[Entries shown Boundary: Start]

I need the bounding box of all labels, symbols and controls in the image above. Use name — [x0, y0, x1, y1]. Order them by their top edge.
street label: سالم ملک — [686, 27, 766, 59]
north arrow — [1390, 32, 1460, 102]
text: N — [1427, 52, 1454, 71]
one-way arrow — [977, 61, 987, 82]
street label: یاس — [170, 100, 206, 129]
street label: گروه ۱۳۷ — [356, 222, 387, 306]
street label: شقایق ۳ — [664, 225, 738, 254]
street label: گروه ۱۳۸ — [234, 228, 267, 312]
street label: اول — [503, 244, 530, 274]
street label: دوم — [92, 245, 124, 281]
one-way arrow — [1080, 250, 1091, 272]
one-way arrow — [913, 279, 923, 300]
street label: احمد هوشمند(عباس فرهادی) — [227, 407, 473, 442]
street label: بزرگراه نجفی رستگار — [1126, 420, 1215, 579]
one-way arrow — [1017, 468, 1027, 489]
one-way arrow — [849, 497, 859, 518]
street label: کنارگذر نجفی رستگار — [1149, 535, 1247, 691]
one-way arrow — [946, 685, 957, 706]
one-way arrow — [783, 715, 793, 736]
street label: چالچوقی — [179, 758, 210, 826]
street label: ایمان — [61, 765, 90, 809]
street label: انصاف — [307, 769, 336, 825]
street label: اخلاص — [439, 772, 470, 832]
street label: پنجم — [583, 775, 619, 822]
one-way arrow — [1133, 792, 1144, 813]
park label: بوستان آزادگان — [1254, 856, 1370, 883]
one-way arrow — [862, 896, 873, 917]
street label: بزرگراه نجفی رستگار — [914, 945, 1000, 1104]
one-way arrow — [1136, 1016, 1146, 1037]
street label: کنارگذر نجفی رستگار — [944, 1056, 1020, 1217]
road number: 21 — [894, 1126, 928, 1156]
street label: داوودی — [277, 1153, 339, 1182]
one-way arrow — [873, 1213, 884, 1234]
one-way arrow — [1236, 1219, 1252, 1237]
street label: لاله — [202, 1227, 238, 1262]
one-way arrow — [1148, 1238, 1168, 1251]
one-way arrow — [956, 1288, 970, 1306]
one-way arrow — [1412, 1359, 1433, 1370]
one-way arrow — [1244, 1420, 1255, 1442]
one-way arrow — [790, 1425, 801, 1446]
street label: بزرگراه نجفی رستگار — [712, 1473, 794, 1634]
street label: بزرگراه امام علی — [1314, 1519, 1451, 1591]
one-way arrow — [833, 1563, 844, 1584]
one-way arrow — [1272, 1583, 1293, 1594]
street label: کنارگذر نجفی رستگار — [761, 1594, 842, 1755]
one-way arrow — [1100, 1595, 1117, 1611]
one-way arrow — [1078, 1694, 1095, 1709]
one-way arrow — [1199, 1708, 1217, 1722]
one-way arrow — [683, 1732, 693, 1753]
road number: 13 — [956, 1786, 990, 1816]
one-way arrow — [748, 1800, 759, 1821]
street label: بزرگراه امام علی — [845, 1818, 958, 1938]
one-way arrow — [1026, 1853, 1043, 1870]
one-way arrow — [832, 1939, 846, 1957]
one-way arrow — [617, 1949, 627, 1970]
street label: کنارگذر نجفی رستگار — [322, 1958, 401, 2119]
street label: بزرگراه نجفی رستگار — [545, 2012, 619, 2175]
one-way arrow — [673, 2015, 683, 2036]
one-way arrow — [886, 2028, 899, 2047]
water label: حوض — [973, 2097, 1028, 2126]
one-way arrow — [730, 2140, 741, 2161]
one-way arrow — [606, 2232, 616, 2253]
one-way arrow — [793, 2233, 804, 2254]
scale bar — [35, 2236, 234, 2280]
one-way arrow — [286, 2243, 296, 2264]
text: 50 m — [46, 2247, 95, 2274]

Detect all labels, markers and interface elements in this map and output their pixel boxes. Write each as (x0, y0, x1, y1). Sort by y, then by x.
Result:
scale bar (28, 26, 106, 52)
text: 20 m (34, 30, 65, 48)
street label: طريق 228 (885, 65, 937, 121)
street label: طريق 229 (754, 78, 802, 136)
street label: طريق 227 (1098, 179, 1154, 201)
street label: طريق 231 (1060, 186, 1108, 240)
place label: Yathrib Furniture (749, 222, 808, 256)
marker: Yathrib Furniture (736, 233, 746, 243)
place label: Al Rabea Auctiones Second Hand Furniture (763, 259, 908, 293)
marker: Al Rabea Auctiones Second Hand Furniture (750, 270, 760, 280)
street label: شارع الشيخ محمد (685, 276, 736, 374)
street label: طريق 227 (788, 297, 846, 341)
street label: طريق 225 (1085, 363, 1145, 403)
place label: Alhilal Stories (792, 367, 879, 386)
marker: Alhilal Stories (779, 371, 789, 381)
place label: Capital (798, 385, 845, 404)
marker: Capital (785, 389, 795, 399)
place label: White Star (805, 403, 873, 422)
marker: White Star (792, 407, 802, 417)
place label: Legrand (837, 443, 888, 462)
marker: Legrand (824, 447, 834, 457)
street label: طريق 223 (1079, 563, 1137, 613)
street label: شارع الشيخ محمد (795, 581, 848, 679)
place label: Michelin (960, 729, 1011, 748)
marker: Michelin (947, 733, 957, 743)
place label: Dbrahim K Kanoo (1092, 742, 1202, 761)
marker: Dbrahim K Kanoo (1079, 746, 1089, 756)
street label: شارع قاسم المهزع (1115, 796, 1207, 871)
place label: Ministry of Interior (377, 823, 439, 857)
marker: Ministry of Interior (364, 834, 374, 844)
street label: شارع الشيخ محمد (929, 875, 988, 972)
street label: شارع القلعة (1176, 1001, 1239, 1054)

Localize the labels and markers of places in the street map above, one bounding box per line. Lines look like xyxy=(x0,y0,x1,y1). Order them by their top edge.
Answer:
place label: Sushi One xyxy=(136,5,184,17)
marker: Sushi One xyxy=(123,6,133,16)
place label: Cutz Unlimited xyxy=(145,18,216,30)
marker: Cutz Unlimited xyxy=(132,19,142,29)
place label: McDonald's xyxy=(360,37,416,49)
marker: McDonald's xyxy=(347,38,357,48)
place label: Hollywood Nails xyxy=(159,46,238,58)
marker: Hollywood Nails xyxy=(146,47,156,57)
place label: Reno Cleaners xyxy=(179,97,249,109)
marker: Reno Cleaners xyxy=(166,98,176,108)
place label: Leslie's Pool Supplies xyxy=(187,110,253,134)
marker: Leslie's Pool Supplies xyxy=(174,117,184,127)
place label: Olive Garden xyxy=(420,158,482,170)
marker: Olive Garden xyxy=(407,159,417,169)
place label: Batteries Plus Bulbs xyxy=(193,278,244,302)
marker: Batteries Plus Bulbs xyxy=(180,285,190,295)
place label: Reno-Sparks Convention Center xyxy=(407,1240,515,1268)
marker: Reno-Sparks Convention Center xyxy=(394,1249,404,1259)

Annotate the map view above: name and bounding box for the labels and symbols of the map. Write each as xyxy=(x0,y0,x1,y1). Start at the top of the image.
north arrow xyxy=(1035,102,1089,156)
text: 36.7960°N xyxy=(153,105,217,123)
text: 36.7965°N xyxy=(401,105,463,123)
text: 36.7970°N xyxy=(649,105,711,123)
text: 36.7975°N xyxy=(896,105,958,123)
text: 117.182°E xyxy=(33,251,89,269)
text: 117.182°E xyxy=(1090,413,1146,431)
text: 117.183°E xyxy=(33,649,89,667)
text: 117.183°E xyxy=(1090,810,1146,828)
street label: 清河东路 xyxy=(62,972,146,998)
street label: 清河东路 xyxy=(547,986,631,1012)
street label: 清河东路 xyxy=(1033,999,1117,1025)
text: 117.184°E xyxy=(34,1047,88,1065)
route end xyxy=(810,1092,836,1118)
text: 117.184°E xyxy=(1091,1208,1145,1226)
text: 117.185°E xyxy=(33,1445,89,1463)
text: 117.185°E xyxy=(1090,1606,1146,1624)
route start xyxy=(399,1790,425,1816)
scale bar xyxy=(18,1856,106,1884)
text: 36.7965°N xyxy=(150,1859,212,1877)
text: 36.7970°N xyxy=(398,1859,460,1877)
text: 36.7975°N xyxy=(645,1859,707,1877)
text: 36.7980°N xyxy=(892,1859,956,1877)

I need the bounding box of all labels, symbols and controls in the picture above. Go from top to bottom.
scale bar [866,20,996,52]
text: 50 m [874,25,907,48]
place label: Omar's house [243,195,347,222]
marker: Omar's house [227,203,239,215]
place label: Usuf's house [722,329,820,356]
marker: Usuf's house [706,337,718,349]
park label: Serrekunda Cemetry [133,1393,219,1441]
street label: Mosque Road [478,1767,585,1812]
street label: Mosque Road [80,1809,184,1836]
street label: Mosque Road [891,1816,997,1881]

[Entries shown Boundary: End]

### Description of the task
Only output the lines from the one with "Annotate the map" through the end of the entries above, exactly as they are.

### Exercise output
Annotate the map view above: name and bounding box for the labels and symbols of the map. Write each as xyxy=(x0,y0,x1,y1). Start at the top of the image.
north arrow xyxy=(1035,102,1089,156)
text: 36.7960°N xyxy=(153,105,217,123)
text: 36.7965°N xyxy=(401,105,463,123)
text: 36.7970°N xyxy=(649,105,711,123)
text: 36.7975°N xyxy=(896,105,958,123)
text: 117.182°E xyxy=(33,251,89,269)
text: 117.182°E xyxy=(1090,413,1146,431)
text: 117.183°E xyxy=(33,649,89,667)
text: 117.183°E xyxy=(1090,810,1146,828)
street label: 清河东路 xyxy=(62,972,146,998)
street label: 清河东路 xyxy=(547,986,631,1012)
street label: 清河东路 xyxy=(1033,999,1117,1025)
text: 117.184°E xyxy=(34,1047,88,1065)
route end xyxy=(810,1092,836,1118)
text: 117.184°E xyxy=(1091,1208,1145,1226)
text: 117.185°E xyxy=(33,1445,89,1463)
text: 117.185°E xyxy=(1090,1606,1146,1624)
route start xyxy=(399,1790,425,1816)
scale bar xyxy=(18,1856,106,1884)
text: 36.7965°N xyxy=(150,1859,212,1877)
text: 36.7970°N xyxy=(398,1859,460,1877)
text: 36.7975°N xyxy=(645,1859,707,1877)
text: 36.7980°N xyxy=(892,1859,956,1877)

I need the bounding box of all labels, symbols and controls in the picture above. Go from top to bottom.
scale bar [866,20,996,52]
text: 50 m [874,25,907,48]
place label: Omar's house [243,195,347,222]
marker: Omar's house [227,203,239,215]
place label: Usuf's house [722,329,820,356]
marker: Usuf's house [706,337,718,349]
park label: Serrekunda Cemetry [133,1393,219,1441]
street label: Mosque Road [478,1767,585,1812]
street label: Mosque Road [80,1809,184,1836]
street label: Mosque Road [891,1816,997,1881]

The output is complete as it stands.